11

I can't understand why the Java HashMap load factor is 0.75. If I understand well, the formula for the load factor is n/m, where n is the number of key and m is the number of position in the hash table.

Since HashMap utilize bucket (i.e., a linked list) to store the value it is possible to have a load factor > 1 without problem, so it's not clear for me why the load factor is set to 0.75.

Bender
  • 367
  • 2
  • 11

2 Answers2

18

I don't know the answer, but I can walk you through what might be going through the mind of someone designing such a data structure.

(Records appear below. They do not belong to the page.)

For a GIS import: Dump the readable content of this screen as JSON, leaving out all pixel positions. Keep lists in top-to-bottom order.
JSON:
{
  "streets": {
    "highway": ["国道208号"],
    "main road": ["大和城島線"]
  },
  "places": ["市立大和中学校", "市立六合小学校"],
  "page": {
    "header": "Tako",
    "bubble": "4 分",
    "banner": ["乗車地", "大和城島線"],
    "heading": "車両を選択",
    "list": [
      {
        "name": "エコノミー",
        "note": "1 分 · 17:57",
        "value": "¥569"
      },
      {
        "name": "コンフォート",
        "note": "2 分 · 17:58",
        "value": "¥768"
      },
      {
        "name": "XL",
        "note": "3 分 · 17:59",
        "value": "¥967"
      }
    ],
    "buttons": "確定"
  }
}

Assuming a "good" hash function, and that $n$ is large enough, then for a given load factor $\lambda$, the probability that a bucket contains exactly $k$ elements in it is given by the Poisson distribution:

$$P(k,\lambda) = \frac{e^{-\lambda} \lambda^k}{k!}$$

So, for example, if $\lambda=1$, then the proportion of buckets containing exactly one element (i.e. those for which no chaining is needed; I'm not sure exactly how Java's HashMap actually implements it) is:

$$P(1,1) = \frac{1}{e} \approx 36.8\%$$

For $\lambda = 0.75$, it is:

$$P(1,0.75) \approx 35.4\%$$

Not much difference. However, this is measured per bucket, not per item. The proportion of successful queries that do not require traversing a chain (and is therefore loop-free) is $P(1,\lambda)/\lambda$. For $\lambda=1$, that is $36.8\%$, but for $\lambda=0.75$, that is $47.2\%$.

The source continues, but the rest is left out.